Table. Values of the Akaike Information Criterion (AIC) and the Bayesian Information Criterion (BIC) Calculated From Models for Interrupted Time Series Analysisa.

Model Parameters, No. AIC BIC
Change in level 3 1240.3 1249.0
Change in level plus seasonality adjustment (indicator) 14 1164.8 1205.2
Change in level plus seasonality adjustment (sine and cosine pairs) 7 1191.5 1211.7
Change in level and trend 4 1237.5 1249.0
Change in level and trend plus seasonality adjustment (indicator) 15 1161.8 1205.0
Change in level and trend plus seasonality adjustment (sine and cosine pairs) 8 1188.1 1211.1
Temporal level change (gap) 3 1210.9 1219.6
Temporal level change (gap) plus seasonality adjustment (indicator) 14 1135.5 1175.9
Temporal level change (gap) plus seasonality adjustment (sine and cosine pairs) 7 1161.1 1181.3
Gap plus change in trend at 2 y after the disaster 4 1212.5 1224.0
Gap plus change in trend at 2 y after the disaster plus seasonality adjustment (indicator) 15 1137.0 1180.3
Gap plus change in trend at 2 y after the disaster plus seasonality adjustment (sine and cosine pairs) 8 1162.6 1185.7
Gap plus changes in trends at the disaster and 2 y after the disaster 5 1214.5 1228.9
Gap plus changes in trends at the disaster and 2 y after the disaster plus seasonality adjustment (indicator) 16 1138.9 1185.0
Gap plus changes in trends at the disaster and 2 y after the disaster plus seasonality adjustment (sine and cosine pairs) 9 1164.5 1190.4
a

Poisson regression models with adjustment of scale parameter were used to estimate birth rate.

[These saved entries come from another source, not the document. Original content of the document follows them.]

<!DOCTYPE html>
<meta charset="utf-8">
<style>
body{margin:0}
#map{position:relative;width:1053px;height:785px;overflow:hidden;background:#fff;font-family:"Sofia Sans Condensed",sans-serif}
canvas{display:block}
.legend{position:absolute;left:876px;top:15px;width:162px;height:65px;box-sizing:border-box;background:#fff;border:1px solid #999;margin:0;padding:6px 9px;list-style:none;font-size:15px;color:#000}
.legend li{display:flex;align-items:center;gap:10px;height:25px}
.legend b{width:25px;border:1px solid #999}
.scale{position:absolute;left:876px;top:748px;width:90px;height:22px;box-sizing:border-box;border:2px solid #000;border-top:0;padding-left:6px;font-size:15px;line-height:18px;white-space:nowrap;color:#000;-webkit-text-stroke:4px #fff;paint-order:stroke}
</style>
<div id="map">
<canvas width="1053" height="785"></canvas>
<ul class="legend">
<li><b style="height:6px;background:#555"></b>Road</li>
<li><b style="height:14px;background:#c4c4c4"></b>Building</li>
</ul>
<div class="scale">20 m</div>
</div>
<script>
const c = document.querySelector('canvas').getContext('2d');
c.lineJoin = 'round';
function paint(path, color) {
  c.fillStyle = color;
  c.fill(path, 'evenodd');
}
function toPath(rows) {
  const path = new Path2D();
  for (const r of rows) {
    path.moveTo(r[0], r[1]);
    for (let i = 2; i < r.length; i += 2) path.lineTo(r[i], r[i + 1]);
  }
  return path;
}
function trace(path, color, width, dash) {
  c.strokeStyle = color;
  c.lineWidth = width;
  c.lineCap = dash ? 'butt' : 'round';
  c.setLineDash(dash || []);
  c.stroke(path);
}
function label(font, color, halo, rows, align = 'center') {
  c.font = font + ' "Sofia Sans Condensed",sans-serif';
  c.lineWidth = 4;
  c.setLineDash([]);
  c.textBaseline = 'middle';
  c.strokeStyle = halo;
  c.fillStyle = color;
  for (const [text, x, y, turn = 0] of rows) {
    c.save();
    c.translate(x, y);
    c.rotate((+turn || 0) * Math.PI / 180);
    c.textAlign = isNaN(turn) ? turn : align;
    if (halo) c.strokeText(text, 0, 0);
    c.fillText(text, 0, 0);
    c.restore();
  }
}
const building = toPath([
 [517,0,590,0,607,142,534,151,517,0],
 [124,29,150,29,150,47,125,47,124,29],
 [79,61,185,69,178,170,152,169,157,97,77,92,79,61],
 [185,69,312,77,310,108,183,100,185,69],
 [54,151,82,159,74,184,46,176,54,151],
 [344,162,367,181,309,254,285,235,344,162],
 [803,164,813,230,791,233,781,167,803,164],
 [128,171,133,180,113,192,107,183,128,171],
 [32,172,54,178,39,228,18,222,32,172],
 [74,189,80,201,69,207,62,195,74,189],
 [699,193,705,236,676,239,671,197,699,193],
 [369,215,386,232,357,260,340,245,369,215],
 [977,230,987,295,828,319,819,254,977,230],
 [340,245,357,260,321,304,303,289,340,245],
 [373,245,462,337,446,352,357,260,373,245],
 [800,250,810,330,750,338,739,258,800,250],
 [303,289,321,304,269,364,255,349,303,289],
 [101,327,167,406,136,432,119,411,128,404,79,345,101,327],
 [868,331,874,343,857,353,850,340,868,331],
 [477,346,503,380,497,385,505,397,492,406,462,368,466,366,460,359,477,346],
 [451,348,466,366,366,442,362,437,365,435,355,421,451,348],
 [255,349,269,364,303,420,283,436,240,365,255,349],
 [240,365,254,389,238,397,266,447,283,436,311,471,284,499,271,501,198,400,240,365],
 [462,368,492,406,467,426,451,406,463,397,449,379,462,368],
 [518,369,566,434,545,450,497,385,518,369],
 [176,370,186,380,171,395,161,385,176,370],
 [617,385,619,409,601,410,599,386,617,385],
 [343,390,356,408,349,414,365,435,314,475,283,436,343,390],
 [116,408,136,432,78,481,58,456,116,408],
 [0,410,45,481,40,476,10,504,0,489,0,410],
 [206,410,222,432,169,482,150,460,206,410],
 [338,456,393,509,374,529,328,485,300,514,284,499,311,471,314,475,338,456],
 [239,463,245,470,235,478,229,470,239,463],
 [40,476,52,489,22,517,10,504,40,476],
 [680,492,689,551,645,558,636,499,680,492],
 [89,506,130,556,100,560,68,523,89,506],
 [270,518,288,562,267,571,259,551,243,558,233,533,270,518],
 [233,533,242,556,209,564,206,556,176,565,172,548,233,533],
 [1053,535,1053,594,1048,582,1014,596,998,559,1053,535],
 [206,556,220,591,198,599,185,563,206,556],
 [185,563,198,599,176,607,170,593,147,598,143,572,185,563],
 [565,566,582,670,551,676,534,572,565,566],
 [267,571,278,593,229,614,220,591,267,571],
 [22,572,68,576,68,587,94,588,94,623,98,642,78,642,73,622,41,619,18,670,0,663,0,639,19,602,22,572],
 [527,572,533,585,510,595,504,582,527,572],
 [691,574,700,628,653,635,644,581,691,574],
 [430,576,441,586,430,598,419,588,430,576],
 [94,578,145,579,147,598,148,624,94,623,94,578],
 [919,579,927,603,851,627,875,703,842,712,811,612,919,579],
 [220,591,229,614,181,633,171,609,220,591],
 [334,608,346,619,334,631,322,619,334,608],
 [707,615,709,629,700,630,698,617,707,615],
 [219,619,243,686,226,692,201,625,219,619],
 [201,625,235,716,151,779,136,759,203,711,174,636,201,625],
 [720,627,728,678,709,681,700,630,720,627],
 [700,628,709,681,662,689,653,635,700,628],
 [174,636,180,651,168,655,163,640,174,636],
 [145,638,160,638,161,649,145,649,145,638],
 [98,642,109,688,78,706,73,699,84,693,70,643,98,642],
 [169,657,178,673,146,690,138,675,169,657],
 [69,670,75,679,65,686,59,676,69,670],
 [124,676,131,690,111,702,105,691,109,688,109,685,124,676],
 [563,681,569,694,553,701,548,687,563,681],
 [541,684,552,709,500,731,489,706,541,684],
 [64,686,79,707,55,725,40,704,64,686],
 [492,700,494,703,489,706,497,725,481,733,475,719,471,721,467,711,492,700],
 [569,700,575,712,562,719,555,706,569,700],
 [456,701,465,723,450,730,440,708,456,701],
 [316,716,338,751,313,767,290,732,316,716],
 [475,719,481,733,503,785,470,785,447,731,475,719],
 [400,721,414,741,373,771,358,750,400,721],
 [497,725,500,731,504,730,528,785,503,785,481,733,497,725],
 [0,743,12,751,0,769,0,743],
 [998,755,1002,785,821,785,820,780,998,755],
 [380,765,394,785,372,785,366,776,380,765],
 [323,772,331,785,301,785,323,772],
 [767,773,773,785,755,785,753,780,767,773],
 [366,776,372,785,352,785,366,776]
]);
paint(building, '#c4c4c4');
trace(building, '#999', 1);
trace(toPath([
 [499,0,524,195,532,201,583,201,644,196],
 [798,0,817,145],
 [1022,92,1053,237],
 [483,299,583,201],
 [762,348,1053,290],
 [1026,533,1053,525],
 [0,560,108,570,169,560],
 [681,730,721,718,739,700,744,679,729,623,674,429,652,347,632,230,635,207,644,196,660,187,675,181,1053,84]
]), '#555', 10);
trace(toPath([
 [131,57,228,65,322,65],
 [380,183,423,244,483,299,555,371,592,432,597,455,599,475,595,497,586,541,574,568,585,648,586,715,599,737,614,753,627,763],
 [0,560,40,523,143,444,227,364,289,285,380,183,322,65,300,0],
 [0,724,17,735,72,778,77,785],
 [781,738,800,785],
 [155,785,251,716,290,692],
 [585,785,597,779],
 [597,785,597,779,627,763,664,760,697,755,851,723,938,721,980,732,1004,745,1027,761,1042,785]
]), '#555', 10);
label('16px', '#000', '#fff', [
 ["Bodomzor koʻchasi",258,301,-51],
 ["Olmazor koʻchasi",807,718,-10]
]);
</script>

Change in level modeled intercept change after March 2011. Change in level and trend modeled intercept and slope changes after March 2011. Temporal level change (ie, gap) modeled intercept change for the 2 years after March 2011. Gap plus change in trend modeled gap plus slope change 2 years after March 2011. Gap plus changes in trends modeled gap plus slope changes after March 2011 and 2 years after March 2011. Seasonality adjustment was applied by including indicator variables of the calendar month (“indicator”) or sine and cosine pairs (sin [2π × t/12], cos [2π × t/12], sin [4π × t/12], and cos [4π × t/12], where t indicates secular 12 months). None of the changes in the trend component added to the gap component were statistically significant. Taken together with this table, models including temporal level changes with seasonality adjustment are optimal and parsimonious.